Artık ne takım, ne ruh, ne ekip, ne lider kalmıştır; değişiklikler takımı yormuş ve parçalamıştır. Çekiştirmeden takımın neresi doğal neresi değil belli değildir artık.
Takımlarımızın botoks uygulaması ile ilgili küçük bir örnek vermek istiyorum. Kahramanımız Bursasporlu Kenny Miller; kendisi geçen sezon ara transferde Bursaspor’a transfer edildi.
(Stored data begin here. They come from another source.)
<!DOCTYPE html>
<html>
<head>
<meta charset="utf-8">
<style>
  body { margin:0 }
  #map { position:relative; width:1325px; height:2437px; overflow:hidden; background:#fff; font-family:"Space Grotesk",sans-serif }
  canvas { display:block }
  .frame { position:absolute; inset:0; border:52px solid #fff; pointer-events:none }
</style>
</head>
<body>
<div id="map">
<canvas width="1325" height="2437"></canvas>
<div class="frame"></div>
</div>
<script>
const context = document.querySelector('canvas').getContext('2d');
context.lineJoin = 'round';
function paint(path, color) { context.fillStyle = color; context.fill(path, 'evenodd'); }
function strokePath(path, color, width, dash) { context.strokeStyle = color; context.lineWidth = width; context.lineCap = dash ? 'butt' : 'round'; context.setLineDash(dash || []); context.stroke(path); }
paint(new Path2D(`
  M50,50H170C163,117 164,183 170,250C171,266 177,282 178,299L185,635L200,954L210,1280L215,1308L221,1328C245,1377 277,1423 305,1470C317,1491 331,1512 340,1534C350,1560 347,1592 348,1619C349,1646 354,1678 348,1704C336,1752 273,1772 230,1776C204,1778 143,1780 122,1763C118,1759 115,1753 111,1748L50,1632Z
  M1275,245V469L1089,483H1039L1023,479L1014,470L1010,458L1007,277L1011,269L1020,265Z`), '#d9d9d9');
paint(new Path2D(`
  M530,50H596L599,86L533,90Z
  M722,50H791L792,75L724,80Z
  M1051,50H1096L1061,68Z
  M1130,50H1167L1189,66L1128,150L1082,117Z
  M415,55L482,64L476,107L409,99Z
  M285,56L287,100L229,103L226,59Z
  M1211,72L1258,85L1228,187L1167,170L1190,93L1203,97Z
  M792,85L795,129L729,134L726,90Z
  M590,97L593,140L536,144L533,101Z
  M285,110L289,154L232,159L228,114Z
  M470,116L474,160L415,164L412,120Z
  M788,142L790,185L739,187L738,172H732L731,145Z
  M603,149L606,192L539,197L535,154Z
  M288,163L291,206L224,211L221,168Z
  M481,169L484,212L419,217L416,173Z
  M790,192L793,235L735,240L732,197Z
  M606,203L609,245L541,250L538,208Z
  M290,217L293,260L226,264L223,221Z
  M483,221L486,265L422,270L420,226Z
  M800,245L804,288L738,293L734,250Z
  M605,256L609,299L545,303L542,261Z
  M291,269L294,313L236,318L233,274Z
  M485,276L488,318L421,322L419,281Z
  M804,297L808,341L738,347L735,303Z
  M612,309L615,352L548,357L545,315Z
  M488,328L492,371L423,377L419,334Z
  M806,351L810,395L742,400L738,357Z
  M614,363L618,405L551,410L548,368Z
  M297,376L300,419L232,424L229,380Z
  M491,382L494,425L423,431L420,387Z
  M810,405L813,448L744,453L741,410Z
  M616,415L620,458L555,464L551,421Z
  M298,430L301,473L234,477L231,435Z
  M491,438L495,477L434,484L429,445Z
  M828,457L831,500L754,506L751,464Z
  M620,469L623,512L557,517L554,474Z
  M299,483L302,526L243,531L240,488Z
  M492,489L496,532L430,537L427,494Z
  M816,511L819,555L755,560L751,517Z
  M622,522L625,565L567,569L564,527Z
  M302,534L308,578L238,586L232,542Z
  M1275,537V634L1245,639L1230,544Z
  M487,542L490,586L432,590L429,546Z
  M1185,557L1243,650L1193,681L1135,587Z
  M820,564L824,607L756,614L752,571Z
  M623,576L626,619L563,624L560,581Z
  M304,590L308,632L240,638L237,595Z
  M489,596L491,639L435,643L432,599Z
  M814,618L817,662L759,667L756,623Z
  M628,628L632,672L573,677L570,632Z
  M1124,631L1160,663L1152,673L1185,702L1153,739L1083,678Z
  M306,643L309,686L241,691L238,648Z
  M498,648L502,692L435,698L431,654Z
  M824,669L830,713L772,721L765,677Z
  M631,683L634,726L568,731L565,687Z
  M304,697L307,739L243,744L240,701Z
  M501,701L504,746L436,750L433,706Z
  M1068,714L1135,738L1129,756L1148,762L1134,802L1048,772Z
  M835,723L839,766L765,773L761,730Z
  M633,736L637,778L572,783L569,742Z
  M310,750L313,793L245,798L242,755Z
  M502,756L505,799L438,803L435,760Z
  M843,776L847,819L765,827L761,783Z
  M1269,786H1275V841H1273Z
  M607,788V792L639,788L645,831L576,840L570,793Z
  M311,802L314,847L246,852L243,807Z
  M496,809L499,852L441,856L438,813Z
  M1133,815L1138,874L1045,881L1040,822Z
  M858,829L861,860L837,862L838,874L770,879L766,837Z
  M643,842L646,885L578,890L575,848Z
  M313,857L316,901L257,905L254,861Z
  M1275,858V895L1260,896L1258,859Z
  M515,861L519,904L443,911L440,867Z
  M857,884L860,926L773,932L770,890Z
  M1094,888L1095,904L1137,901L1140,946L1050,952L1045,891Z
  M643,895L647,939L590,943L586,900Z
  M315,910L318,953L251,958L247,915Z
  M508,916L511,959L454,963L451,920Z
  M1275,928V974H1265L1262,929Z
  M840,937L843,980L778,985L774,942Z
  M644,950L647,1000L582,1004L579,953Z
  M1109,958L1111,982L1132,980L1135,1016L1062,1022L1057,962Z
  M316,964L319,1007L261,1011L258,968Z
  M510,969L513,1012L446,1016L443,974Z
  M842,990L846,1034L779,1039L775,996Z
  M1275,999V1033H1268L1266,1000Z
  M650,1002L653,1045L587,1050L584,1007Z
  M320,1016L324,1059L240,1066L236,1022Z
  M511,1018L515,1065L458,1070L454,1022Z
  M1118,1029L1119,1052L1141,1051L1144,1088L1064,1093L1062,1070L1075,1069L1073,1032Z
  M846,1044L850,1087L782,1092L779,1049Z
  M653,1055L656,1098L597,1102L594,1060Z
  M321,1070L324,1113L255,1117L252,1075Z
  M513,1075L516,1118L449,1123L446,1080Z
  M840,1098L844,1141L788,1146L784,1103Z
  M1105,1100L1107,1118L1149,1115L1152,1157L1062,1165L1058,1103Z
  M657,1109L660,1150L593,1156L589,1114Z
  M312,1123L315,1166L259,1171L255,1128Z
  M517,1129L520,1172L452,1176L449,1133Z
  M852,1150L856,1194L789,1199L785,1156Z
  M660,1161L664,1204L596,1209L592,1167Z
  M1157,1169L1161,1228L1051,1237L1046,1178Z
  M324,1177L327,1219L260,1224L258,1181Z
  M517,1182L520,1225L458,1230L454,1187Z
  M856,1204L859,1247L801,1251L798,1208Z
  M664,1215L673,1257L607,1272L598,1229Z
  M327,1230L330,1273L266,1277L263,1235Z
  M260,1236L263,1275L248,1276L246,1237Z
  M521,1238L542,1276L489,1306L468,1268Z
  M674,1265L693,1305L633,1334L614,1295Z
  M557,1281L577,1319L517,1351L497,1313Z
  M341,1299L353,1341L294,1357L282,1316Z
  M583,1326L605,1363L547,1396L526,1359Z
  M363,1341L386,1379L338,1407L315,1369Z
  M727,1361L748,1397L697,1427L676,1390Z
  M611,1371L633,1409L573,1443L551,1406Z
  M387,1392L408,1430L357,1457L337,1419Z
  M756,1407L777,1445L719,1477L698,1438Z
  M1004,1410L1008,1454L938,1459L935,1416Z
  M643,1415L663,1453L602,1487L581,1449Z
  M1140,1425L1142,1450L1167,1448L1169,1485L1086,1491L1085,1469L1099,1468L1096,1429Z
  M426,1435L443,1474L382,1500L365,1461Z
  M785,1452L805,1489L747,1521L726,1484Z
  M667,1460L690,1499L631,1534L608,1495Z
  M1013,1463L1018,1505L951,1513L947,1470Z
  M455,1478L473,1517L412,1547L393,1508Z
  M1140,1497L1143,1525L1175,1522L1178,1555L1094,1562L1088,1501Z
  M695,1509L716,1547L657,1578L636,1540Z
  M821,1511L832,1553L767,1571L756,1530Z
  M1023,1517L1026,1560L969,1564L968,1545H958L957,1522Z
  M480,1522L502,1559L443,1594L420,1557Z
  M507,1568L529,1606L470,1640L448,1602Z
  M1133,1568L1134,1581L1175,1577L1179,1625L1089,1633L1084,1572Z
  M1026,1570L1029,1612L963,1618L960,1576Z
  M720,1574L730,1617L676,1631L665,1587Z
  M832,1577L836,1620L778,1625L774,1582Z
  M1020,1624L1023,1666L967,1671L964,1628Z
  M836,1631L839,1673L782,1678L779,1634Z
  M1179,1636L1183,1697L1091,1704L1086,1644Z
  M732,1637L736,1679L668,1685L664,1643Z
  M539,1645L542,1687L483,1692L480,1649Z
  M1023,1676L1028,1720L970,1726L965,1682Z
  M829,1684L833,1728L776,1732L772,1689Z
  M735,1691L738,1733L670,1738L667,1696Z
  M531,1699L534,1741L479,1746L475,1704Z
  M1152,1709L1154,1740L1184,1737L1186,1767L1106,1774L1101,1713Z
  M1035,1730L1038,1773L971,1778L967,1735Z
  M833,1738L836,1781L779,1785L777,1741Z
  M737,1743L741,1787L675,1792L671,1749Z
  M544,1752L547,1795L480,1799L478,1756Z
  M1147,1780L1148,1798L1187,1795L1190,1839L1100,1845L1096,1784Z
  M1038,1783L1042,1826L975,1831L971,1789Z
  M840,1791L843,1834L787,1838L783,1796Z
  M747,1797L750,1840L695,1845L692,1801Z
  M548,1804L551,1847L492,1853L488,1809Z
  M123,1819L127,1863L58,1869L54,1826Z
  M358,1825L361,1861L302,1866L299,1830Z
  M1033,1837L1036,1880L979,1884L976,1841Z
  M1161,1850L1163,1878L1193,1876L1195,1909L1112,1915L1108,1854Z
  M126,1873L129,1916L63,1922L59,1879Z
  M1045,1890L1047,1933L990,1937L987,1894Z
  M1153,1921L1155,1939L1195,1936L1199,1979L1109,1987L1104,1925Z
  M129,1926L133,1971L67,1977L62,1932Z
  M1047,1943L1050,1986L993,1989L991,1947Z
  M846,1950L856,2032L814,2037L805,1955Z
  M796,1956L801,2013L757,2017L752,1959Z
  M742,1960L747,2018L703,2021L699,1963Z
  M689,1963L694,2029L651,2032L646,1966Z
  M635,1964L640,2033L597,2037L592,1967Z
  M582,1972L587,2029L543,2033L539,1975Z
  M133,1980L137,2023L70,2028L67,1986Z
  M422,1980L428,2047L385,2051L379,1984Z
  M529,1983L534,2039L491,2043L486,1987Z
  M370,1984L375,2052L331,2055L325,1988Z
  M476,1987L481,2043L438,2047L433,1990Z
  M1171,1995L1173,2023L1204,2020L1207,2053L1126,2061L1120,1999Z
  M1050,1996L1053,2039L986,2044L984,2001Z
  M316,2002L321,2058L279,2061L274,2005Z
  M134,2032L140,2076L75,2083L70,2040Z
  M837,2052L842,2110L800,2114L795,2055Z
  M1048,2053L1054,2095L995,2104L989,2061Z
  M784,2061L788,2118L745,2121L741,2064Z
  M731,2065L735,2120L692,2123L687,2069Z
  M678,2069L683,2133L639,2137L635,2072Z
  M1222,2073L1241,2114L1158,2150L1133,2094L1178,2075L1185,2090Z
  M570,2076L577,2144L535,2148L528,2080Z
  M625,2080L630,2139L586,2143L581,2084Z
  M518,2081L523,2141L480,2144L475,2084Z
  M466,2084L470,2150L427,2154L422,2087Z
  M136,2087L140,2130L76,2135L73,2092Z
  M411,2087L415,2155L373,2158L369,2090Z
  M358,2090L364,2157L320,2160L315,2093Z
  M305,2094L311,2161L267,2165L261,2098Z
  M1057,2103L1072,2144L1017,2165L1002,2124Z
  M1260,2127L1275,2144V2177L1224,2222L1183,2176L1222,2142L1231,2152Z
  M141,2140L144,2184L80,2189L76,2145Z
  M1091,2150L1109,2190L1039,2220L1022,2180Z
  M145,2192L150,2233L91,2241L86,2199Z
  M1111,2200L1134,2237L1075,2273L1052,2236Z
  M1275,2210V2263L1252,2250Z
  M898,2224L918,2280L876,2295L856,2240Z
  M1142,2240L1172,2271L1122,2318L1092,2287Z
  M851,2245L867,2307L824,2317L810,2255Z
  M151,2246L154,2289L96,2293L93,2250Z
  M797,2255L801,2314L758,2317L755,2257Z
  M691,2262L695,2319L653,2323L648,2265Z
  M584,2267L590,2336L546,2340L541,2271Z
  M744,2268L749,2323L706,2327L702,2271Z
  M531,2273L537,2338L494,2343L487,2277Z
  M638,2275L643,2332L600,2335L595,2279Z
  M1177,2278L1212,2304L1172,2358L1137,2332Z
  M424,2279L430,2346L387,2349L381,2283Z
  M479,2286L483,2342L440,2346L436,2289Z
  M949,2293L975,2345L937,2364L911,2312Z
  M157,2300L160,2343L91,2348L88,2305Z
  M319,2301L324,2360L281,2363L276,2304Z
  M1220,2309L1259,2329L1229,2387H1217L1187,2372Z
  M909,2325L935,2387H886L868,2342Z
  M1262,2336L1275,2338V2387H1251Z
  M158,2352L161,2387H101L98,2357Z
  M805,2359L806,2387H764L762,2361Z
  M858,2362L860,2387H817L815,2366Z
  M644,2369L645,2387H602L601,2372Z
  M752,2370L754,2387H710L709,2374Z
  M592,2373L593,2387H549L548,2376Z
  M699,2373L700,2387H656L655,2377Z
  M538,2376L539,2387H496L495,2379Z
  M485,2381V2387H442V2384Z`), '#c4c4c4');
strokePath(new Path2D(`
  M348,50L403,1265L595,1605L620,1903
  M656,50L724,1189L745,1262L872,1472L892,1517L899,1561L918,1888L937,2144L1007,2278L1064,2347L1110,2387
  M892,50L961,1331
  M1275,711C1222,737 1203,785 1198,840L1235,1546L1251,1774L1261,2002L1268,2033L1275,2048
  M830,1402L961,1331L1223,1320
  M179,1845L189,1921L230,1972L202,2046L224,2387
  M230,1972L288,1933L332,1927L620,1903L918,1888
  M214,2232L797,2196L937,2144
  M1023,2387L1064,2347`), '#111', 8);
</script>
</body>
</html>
Bay Miller İskoç liginde ilk yarıda tam 21 golle gol kralı. Sezonun ikinci yarısında Bursaspor’da beklenti büyük…
Miller gerçekten çalışkan, gayretli, pozisyonları iyi takip eden ama bal yapmayan arı misali. Lig bitiminde Bursaspor adına attığı gol adedi tam tamına üç(3) tane. İşin ilginç yanı Bay Miller ilk yarıda attığı 21 golle İskoç liginde gol kralı oluyor.
Nasıl durum ama?
Size başka bir olayı daha hatırlatmak isterim. Bu sefer kahramanımız Galatasaray. Galatasaray Fatih Terim’i ilk olarak takımın başına getirdiğinde, takımın üçte biri yabancı, üçte biri genç transferler, kalan üçte biri ise alt yapıdan gelen gençlerdi. Bu takım birlikte sabırla çalışmanın sonucu olarak tam dört yıl ardı ardına şampiyonluk, sonrasında UEFA Kupası ve Süper Kupa’yı kazandılar. Birlikte geçen bu dört sene onlara takım, ekip olma ruhu kazandırdı ve sonunda bugün birçok takımın hayallerini süsleyen kupaları kazandılar. Peki şimdiki durum ne? Açıkça SIFIR.
Geçen günlerde Acun Ilıcalı’nın da söylediği gibi futbol artık bir ‘şov dünyası’ olmuş.
Bizim takımlarımız dünya bedel ödeyip +30 yaş sporculara süper emeklilik yaptırırlarken, alt kümelerdeki yeteneklere üç kuruş parayı çok görüyorlar. Daha dün Hakan Şükür’le alay ediliyordu, bugün Semih Şentürk hala ‘yedek golcü’ olmaktan kurtulamadı. Sadece bonservis bedeli olarak 14 milyon Avro ödenen Daniel Guiza’nın maliyeti 5x 3,5 milyon Avro +14 milyon=31,5 milyon Avro. Neymiş İsponyol Boğası. Dahası var. Rodrigo Tabata, bir botoks operasyonu ile Beşiktaş’a geldi. Bonservisi 8 milyon Avro; hop ver Araplara. Delgado; al 5 milyona, sonra ver bedavaya… Misimoviç; ver 8,5 milyon Avro’yu sonra sakız çiğnedi diye 4 milyona salla gitsin. Ya Linderoth, Lincoln, Elano bilmecelerine ne demeli. Elano geçtiğimiz yarı sezonda Brezilya’da harikalar yarattı. Alex De Souze bile ancak 6-7 yıldan sonra tam anlamı ile verimli olmaya başladı. Şimdi Fenerbahçe’de onuncu yılını kutlayan Alex daha yeni yeni takımın lideri olmaya başlıyor…
Demek ki neymiş önce doğallığı korumalı, sonra ekip ve takım ruhu kazandırılmalı…
Unutmadan hatırlatayım “ani hareketler sadece sinek yakalamaya yarar.”